10 Die in Mistaken Afghan Firefight
Shir Ahmad/Reuters
Protesters in Ghazni, south of Kabul, chanted anti-American slogans on Thursday after a search for Taliban left nine Afghan policemen and a civilian dead.
By CARLOTTA GALL and ABDUL WAHEED WAFA
Published: January 25, 2008
KABUL, Afghanistan — At least nine Afghan police officers and a civilian were killed early Thursday in a firefight between American forces and the officers in Ghazni Province, just south of the capital, local officials said.
The American forces were searching houses in a village on the outskirts of Ghazni town and blew open the gates of a house, according to local Afghan officials. District police officers heard the explosion and rushed to the scene, suspecting that the Taliban were in the area, but were themselves mistaken for Taliban and shot by the American soldiers, the officials said.
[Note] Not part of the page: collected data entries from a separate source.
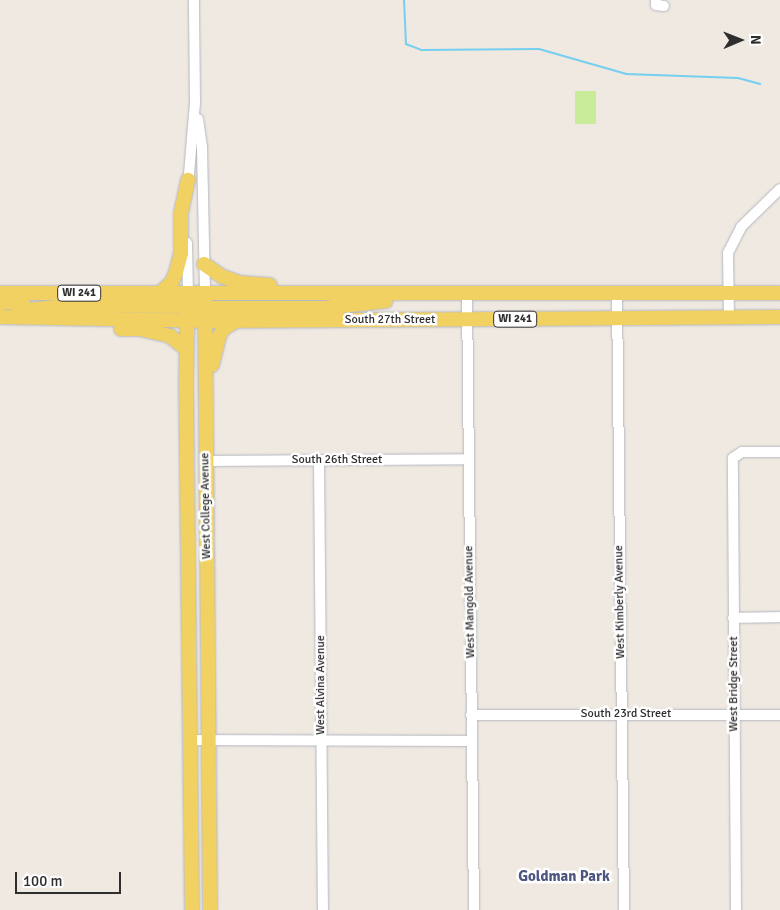 <!DOCTYPE html>
<style>
body{margin:0}
#map{position:relative;width:780px;height:910px;overflow:hidden;background:#efe9e1;font-family:Signika,sans-serif}
div>[style]{position:absolute}
.pitch>*{inset:0;background:#c9ec9a;transform-origin:0 0}
.stream>*{height:2px;margin:-1px;padding:0 1px;transform-origin:1px;border-radius:1px;background:#75cff0}
.roads{filter:drop-shadow(0 0 1px #b4b7c1) drop-shadow(0 0 1px #b4b7c1)}
.minor>*{height:10px;margin:-5px;padding:0 5px;transform-origin:5px;border-radius:5px;background:#fff}
.major>*{height:14px;margin:-7px;padding:0 7px;transform-origin:7px;border-radius:7px;background:#f2d163}
span{translate:-50% -50%;white-space:nowrap;text-align:center;line-height:1.15;-webkit-text-stroke:5px #fff;paint-order:stroke}
.shield-label span{padding:1px 4px;background:#fff;border:1px solid;border-radius:4px;-webkit-text-stroke-width:0}
.shield-label{font-size:11px;color:#2e2e2e;font-weight:700}
.street-label{font-size:12px;color:#2e2e2e}
.quarter-label{font-size:15px;color:#4d5680;font-weight:700}
.north{position:absolute;left:715px;top:15px;width:50px;height:50px;-webkit-text-stroke:4px #fff;paint-order:stroke;rotate:89deg;font-size:14px;font-weight:700;line-height:20px;text-align:center;color:#2e2e2e}
.north::after{content:'';display:block;margin:auto;width:18px;height:22px;background:#2e2e2e;clip-path:polygon(50% 0,100% 100%,50% 72%,0 100%)}
.scale{position:absolute;left:15px;top:872px;width:106px;height:22px;box-sizing:border-box;border:2px solid #2e2e2e;border-top:0;padding-left:6px;font-size:15px;line-height:18px;white-space:nowrap;color:#2e2e2e;-webkit-text-stroke:4px #fff;paint-order:stroke}
</style>
<div id="map">
<div class="pitch">
<div style="left:575px;top:91px;width:21px;height:33px"></div>
</div>
<div class="stream">
<div style="left:404px;top:0;width:44px;rotate:87.4deg"></div>
<div style="left:406px;top:44px;width:17px;rotate:21deg"></div>
<div style="left:422px;top:50px;width:117px;rotate:-0.5deg"></div>
<div style="left:539px;top:49px;width:91px;rotate:16deg"></div>
<div style="left:626px;top:74px;width:112px;rotate:2deg"></div>
<div style="left:738px;top:78px;width:23px;rotate:15deg"></div>
</div>
<div class="roads">
<div class="minor">
<div style="left:656px;top:0;width:5px;rotate:90deg"></div>
<div style="left:656px;top:5px;width:8px;rotate:7deg"></div>
<div style="left:198px;top:119px;width:29px;rotate:82deg"></div>
<div style="left:202px;top:148px;width:146px;rotate:88.8deg"></div>
<div style="left:188px;top:186px;width:83px;rotate:-85.2deg"></div>
<div style="left:195px;top:103px;width:103px;rotate:-90.6deg"></div>
<div style="left:187px;top:243px;width:51px;rotate:88.9deg"></div>
<div style="left:617px;top:294px;width:616px;rotate:89.35deg"></div>
<div style="left:467px;top:295px;width:615px;rotate:89.35deg"></div>
<div style="left:729px;top:317px;width:64px;rotate:-90.9deg"></div>
<div style="left:728px;top:253px;width:29px;rotate:-63deg"></div>
<div style="left:741px;top:227px;width:54px;rotate:-44.3deg"></div>
<div style="left:319px;top:460px;width:450px;rotate:89.5deg"></div>
<div style="left:206px;top:461px;width:262px;rotate:-0.4deg"></div>
<div style="left:733px;top:618px;width:47px;rotate:-1.2deg"></div>
<div style="left:471px;top:715px;width:309px"></div>
<div style="left:192px;top:740px;width:279px;rotate:0.2deg"></div>
<div style="left:736px;top:910px;width:452px;rotate:-90.4deg"></div>
<div style="left:733px;top:458px;width:11px;rotate:-34deg"></div>
<div style="left:742px;top:452px;width:38px"></div>
</div>
<div class="major">
<div style="left:204px;top:264px;width:21px;rotate:35deg"></div>
<div style="left:221px;top:276px;width:20px;rotate:20deg"></div>
<div style="left:240px;top:283px;width:30px;rotate:4deg"></div>
<div style="left:0;top:293px;width:780px"></div>
<div style="left:159px;top:294px;width:18px;rotate:-43deg"></div>
<div style="left:172px;top:282px;width:11px;rotate:-68deg"></div>
<div style="left:176px;top:272px;width:20px;rotate:-75deg"></div>
<div style="left:181px;top:253px;width:40px;rotate:-90deg"></div>
<div style="left:181px;top:213px;width:34px;rotate:-78deg"></div>
<div style="left:188px;top:294px;width:87px;rotate:91.3deg"></div>
<div style="left:186px;top:381px;width:529px;rotate:89.35deg"></div>
<div style="left:205px;top:294px;width:616px;rotate:89.53deg"></div>
<div style="left:0;top:303px;width:23px;rotate:-5deg"></div>
<div style="left:18px;top:311px;width:57px;rotate:-6deg"></div>
<div style="left:75px;top:305px;width:103px;rotate:0.6deg"></div>
<div style="left:178px;top:306px;width:18px;rotate:-9deg"></div>
<div style="left:199px;top:311px;width:15px;rotate:-11deg"></div>
<div style="left:214px;top:308px;width:110px"></div>
<div style="left:324px;top:308px;width:62px;rotate:-6.4deg"></div>
<div style="left:0;top:317px;width:214px;rotate:1.1deg"></div>
<div style="left:214px;top:321px;width:566px;rotate:-0.4deg"></div>
<div style="left:121px;top:329px;width:19px"></div>
<div style="left:140px;top:329px;width:31px;rotate:13deg"></div>
<div style="left:170px;top:336px;width:21px;rotate:39deg"></div>
<div style="left:212px;top:365px;width:30px;rotate:-76deg"></div>
<div style="left:219px;top:336px;width:9px;rotate:-58deg"></div>
<div style="left:224px;top:328px;width:14px;rotate:-30deg"></div>
</div>
</div>
<div class="shield-label">
<span style="left:79px;top:293px">WI 241</span>
<span style="left:515px;top:319px">WI 241</span>
</div>
<div class="street-label">
<span style="left:390px;top:320px">South 27th Street</span>
<span style="left:337px;top:460px">South 26th Street</span>
<span style="left:206px;top:506px;rotate:-91deg">West College Avenue</span>
<span style="left:470px;top:602px;rotate:-91deg">West Mangold Avenue</span>
<span style="left:620px;top:602px;rotate:-91deg">West Kimberly Avenue</span>
<span style="left:734px;top:684px;rotate:-90deg">West Bridge Street</span>
<span style="left:321px;top:685px;rotate:-90deg">West Alvina Avenue</span>
<span style="left:626px;top:714px">South 23rd Street</span>
</div>
<div class="quarter-label">
<span style="left:564px;top:877px">Goldman Park</span>
</div>
<div class="north">N</div>
<div class="scale">100 m</div>
</div>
Aircraft supporting the operation fired on one of the police cars.
The killings set off protests in the town on Thursday afternoon, and demonstrators blocked the main highway and prevented a government delegation from reaching the town from a nearby airfield, local officials said.
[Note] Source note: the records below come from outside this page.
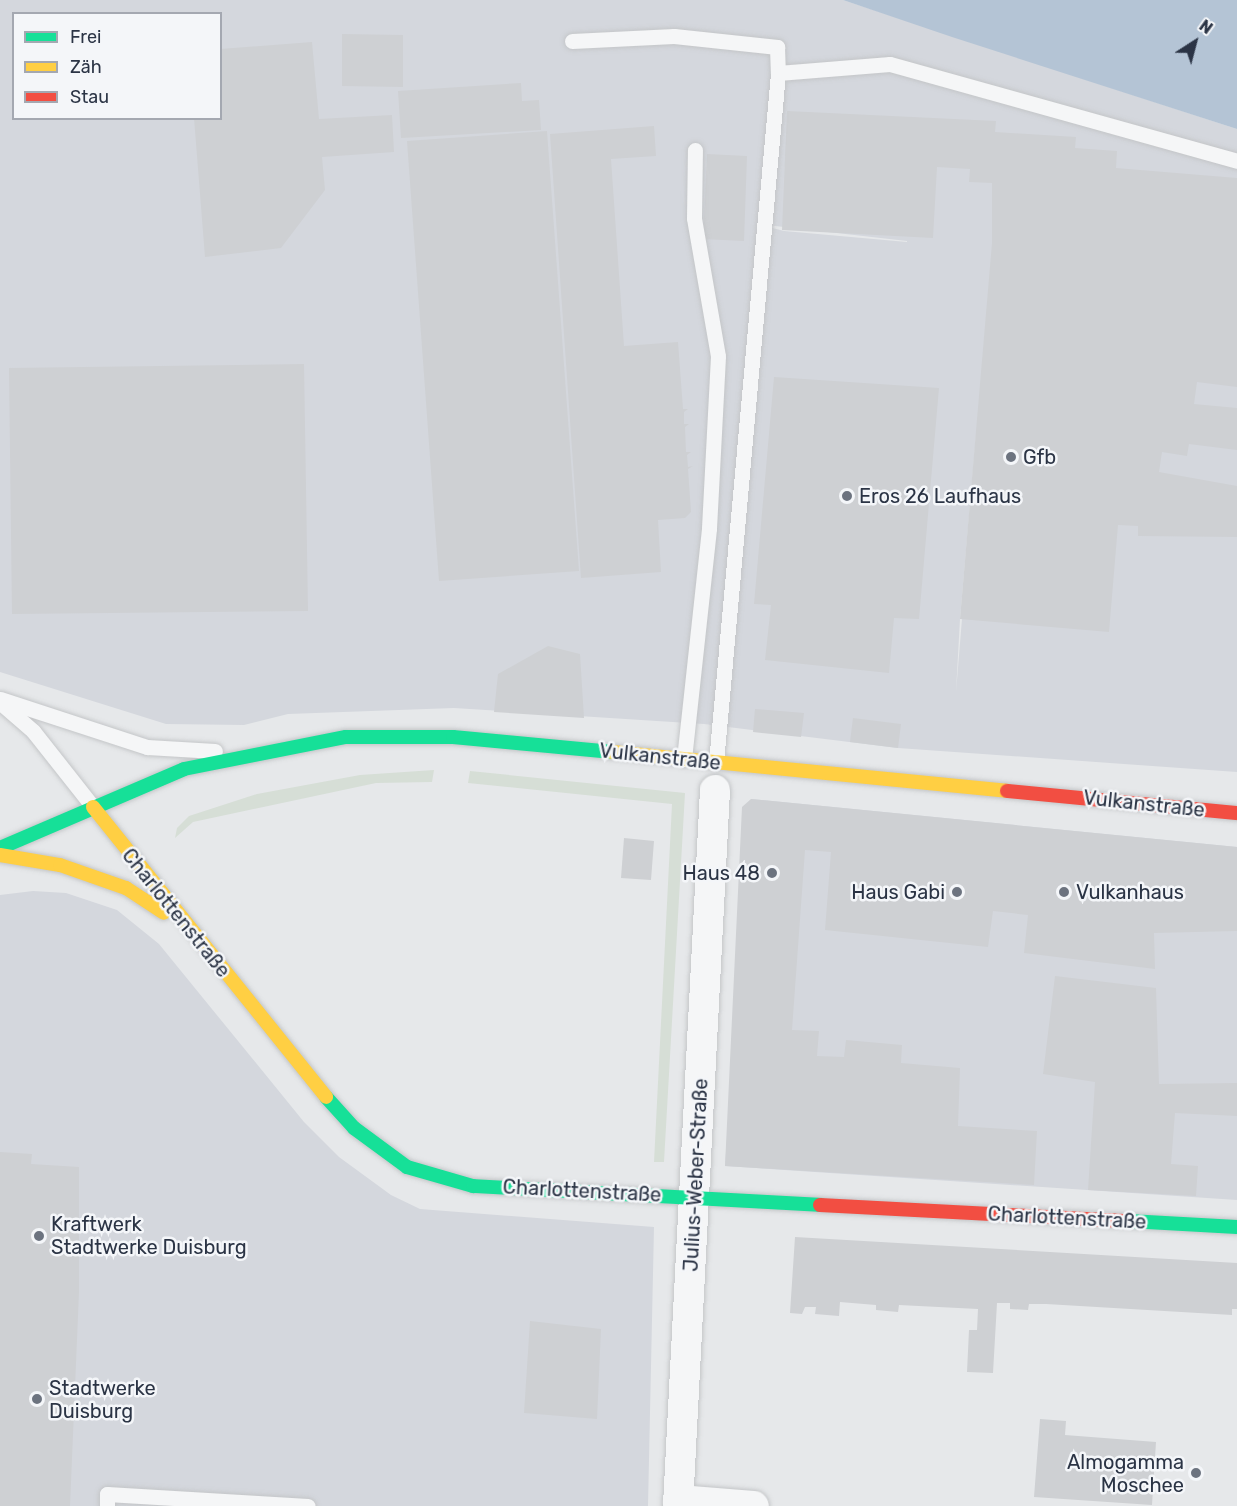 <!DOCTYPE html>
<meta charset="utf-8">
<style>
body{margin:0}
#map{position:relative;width:1237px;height:1506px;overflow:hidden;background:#e6e8ea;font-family:Rubik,sans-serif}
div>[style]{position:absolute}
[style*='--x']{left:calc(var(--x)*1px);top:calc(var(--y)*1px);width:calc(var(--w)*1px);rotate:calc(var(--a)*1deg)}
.built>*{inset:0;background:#d4d7dd}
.green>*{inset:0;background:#d6ded6}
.water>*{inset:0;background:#b4c4d5}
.building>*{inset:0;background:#ced0d3}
.roads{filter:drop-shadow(0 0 2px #c4c6c8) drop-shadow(0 0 2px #c4c6c8)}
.lane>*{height:15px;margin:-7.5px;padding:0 7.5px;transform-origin:7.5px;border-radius:7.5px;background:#f5f6f7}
.street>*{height:30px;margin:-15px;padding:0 15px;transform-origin:15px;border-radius:15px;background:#f5f6f7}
.fast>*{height:14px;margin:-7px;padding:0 7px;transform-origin:7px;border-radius:7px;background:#16e098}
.slow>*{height:14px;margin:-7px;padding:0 7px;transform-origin:7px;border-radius:7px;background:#ffcf43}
.jam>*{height:14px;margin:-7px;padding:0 7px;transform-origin:7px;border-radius:7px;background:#f24e42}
.dots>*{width:16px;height:16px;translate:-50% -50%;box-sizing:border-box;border:3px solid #f4f6f9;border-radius:50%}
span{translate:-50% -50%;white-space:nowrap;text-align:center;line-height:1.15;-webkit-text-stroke:5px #f4f6f9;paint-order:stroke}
.poi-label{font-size:20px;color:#2b3445}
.left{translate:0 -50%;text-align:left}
.right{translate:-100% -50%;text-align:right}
.street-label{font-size:20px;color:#2b3445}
.legend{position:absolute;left:12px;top:12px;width:210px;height:108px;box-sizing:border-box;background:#f4f6f9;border:2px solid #a4a8b1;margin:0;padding:8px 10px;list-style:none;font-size:18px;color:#2b3445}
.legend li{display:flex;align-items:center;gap:12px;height:30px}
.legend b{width:30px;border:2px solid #a4a8b1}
.north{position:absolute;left:1165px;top:12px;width:60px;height:60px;-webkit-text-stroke:4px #f4f6f9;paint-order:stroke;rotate:36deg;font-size:16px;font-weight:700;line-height:24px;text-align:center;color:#2b3445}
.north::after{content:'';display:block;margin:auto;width:21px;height:27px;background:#2b3445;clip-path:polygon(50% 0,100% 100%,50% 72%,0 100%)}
</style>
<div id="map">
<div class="built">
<div style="clip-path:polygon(evenodd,0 0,843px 0,1237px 129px,1237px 772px,898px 748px,704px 724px,454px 708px,288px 714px,244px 725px,166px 724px,0 672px,0 0,14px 14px,220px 14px,220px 118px,14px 118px,14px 14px,0 0,757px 224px,907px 241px,907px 242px,784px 231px,757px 224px,0 0,976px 436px,977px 436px,956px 692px,960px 619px,976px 436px)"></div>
<div style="clip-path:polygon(751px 799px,1237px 847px,1237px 1200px,725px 1166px)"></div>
<div style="clip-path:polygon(33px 891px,66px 893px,117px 910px,159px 944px,304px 1122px,339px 1157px,391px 1195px,420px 1209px,654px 1227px,648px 1506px,0 1506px,0 895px)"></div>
</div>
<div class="green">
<div style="clip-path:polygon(434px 770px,432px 782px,376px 783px,193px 822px,175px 838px,177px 828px,189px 816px,257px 794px,360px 775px)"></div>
<div style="clip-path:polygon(470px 771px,685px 793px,664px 1162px,654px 1162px,672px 804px,468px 783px)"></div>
</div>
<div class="water">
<div style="clip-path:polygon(843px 0,1237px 0,1237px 129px,952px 37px)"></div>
</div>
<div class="building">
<div style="clip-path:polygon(342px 34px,403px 35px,403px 87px,342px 86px)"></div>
<div style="clip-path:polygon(312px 42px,319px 119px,392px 115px,394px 152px,322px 157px,325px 190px,281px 248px,205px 257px,194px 118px,220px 118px,220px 49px)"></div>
<div style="clip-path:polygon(521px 83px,522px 101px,539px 100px,541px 130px,401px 138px,398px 91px)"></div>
<div style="clip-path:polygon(787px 111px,996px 121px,995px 132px,1076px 137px,1075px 148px,1117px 151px,1116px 168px,1237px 178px,1237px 387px,1197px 382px,1194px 404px,1237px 408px,1237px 450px,1189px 444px,1187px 456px,1162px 452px,1159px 472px,1237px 486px,1237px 537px,1138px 536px,1138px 526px,1118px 525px,1109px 632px,960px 619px,992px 243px,992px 183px,969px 182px,970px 169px,937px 167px,933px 238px,782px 230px)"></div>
<div style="clip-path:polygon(654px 126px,656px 156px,611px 159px,624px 346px,678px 342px,683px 409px,688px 409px,684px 412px,684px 424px,689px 424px,685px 427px,686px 452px,691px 452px,687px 455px,688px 467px,693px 466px,688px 469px,691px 512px,685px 518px,658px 520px,661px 572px,581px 578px,550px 134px)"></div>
<div style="clip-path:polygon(547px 131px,579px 571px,439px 581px,407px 141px)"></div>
<div style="clip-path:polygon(707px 154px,747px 156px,744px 241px,703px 239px)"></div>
<div style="clip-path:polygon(304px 364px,308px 611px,12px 614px,9px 368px)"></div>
<div style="clip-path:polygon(774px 377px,939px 388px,919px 619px,894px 618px,889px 673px,765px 660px,771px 605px,754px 604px)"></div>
<div style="clip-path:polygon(548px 646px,580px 654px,584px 718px,494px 712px,498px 674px)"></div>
<div style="clip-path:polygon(755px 709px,804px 713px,801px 737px,753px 732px)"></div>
<div style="clip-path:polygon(853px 718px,901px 724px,898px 748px,850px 742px)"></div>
<div style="clip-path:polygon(751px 799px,1237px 847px,1237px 931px,1154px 933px,1155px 969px,1024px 953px,1028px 915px,993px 911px,988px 947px,825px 930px,831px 852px,805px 850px,792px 1030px,819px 1031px,817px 1056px,844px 1057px,846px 1040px,902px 1045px,901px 1063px,960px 1068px,958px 1126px,1037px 1131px,1034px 1185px,725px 1166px,742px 807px)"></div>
<div style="clip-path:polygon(624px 838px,654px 841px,651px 880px,621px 878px)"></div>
<div style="clip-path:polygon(1055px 976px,1156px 988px,1159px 1084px,1237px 1083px,1237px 1116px,1175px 1113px,1171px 1164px,1198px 1166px,1196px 1196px,1088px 1190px,1095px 1082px,1043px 1074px)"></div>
<div style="clip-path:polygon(0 1152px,32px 1154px,31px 1164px,79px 1167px,79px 1292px,70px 1506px,0 1506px)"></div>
<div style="clip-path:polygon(795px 1237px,1237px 1263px,1237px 1309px,1232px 1309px,1232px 1315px,1046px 1304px,1029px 1304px,1028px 1310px,1010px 1309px,1010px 1303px,997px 1303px,993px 1373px,967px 1372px,969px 1330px,977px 1330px,978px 1309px,899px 1305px,898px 1312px,876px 1310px,876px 1305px,840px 1302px,839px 1316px,815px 1314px,816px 1307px,805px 1307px,802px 1314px,790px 1313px)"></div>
<div style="clip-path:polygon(530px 1321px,601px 1329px,597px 1419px,524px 1413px)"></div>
<div style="clip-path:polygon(1040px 1419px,1066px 1421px,1065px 1435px,1156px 1442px,1152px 1505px,1034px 1497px)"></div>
</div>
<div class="roads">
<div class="lane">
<div style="--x:572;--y:41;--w:102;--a:-2.8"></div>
<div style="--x:674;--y:36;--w:104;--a:6.1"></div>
<div style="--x:777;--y:47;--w:26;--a:88"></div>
<div style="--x:778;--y:73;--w:692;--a:95.14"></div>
<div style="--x:778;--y:73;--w:112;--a:-4.6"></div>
<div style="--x:890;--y:64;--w:360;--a:15.6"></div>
<div style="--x:0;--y:699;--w:155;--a:18.1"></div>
<div style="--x:147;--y:747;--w:68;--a:3.4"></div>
<div style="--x:2;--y:704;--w:41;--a:41.1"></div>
<div style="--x:33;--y:731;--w:97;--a:51.7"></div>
<div style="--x:684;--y:759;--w:232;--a:-83.8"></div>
<div style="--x:709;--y:528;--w:172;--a:-87"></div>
<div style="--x:718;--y:356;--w:140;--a:-99.9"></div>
<div style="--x:694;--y:218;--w:68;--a:-89.2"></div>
<div style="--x:107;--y:1506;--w:12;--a:-90"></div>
<div style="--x:107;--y:1494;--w:201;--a:3.4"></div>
</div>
<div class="street">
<div style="--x:678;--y:1500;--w:76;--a:4.5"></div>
<div style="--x:678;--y:1506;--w:717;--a:-87.04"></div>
</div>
<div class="fast">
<div style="--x:0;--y:848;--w:200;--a:-23.2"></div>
<div style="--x:184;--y:769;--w:165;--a:-11.2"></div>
<div style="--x:346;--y:737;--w:107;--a:0"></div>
<div style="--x:453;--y:737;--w:160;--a:5.4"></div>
<div style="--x:326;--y:1097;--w:42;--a:47.9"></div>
<div style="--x:354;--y:1128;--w:66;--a:36.3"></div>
<div style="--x:407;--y:1167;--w:69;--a:16.1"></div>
<div style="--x:473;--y:1186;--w:348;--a:3.1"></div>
<div style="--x:1129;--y:1221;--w:108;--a:3.2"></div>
</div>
<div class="slow">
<div style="--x:612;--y:752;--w:397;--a:5.6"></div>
<div style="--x:93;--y:807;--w:372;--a:51.2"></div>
<div style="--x:0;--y:855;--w:61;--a:9.5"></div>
<div style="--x:60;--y:865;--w:70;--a:19.2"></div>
<div style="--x:126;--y:888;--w:45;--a:33.3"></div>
</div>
<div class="jam">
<div style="--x:1007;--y:791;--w:231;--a:5.5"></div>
<div style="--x:820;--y:1205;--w:309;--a:3"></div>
</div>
</div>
<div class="dots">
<div style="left:1011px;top:457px;background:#6c737f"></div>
<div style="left:847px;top:496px;background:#6c737f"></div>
<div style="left:772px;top:873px;background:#6c737f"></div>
<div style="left:957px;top:892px;background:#6c737f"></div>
<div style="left:1064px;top:892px;background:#6c737f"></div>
<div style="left:39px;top:1236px;background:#6c737f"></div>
<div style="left:37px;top:1399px;background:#6c737f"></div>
<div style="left:1196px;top:1473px;background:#6c737f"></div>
</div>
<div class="poi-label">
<span class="left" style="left:1023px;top:457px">Gfb</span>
<span class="left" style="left:859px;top:496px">Eros 26 Laufhaus</span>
<span class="right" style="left:760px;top:873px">Haus 48</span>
<span class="right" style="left:945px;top:892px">Haus Gabi</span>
<span class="left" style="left:1076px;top:892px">Vulkanhaus</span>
<span class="left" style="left:51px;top:1236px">Kraftwerk<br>Stadtwerke Duisburg</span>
<span class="left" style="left:49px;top:1400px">Stadtwerke<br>Duisburg</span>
<span class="right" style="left:1184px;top:1474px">Almogamma<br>Moschee</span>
</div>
<div class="street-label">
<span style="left:660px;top:757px;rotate:6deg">Vulkanstraße</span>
<span style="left:1144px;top:804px;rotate:6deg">Vulkanstraße</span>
<span style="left:176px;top:913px;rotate:51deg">Charlottenstraße</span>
<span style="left:696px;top:1175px;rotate:-87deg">Julius-Weber-Straße</span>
<span style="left:582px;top:1191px;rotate:3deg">Charlottenstraße</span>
<span style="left:1067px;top:1218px;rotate:3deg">Charlottenstraße</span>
</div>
<ul class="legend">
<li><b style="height:8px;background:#16e098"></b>Frei</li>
<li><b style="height:8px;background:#ffcf43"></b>Zäh</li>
<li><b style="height:8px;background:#f24e42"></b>Stau</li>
</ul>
<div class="north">N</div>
</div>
“Another big cruelty was made by American forces this morning,” said Khial Muhammad Hussaini, a member of Parliament from the province who was among the elders and legislators who had traveled to the town to try to calm people and persuade them to reopen the highway.
Zemarai Bashary, a spokesman for the Ministry of the Interior in Kabul, confirmed the shooting and called it a “misunderstanding,” but said he had information on only eight deaths.
The confrontation happened when United States forces were conducting a night raid on the compound of a man suspected of being an insurgent and of organizing suicide bombings, according to Maj. Chris Belcher, the spokesman for the United States military at Bagram Air Base. The soldiers were part of the United States-led coalition that conducts counterterrorism operations, not part of the NATO-led force in Afghanistan, he said.
The American soldiers came under fire from insurgent forces and fired back, Major Belcher said. He suggested that those killed were insurgents and said that he had no information on whether they were members of the national police. “I know there were some deaths, but I don’t have a number,” he said.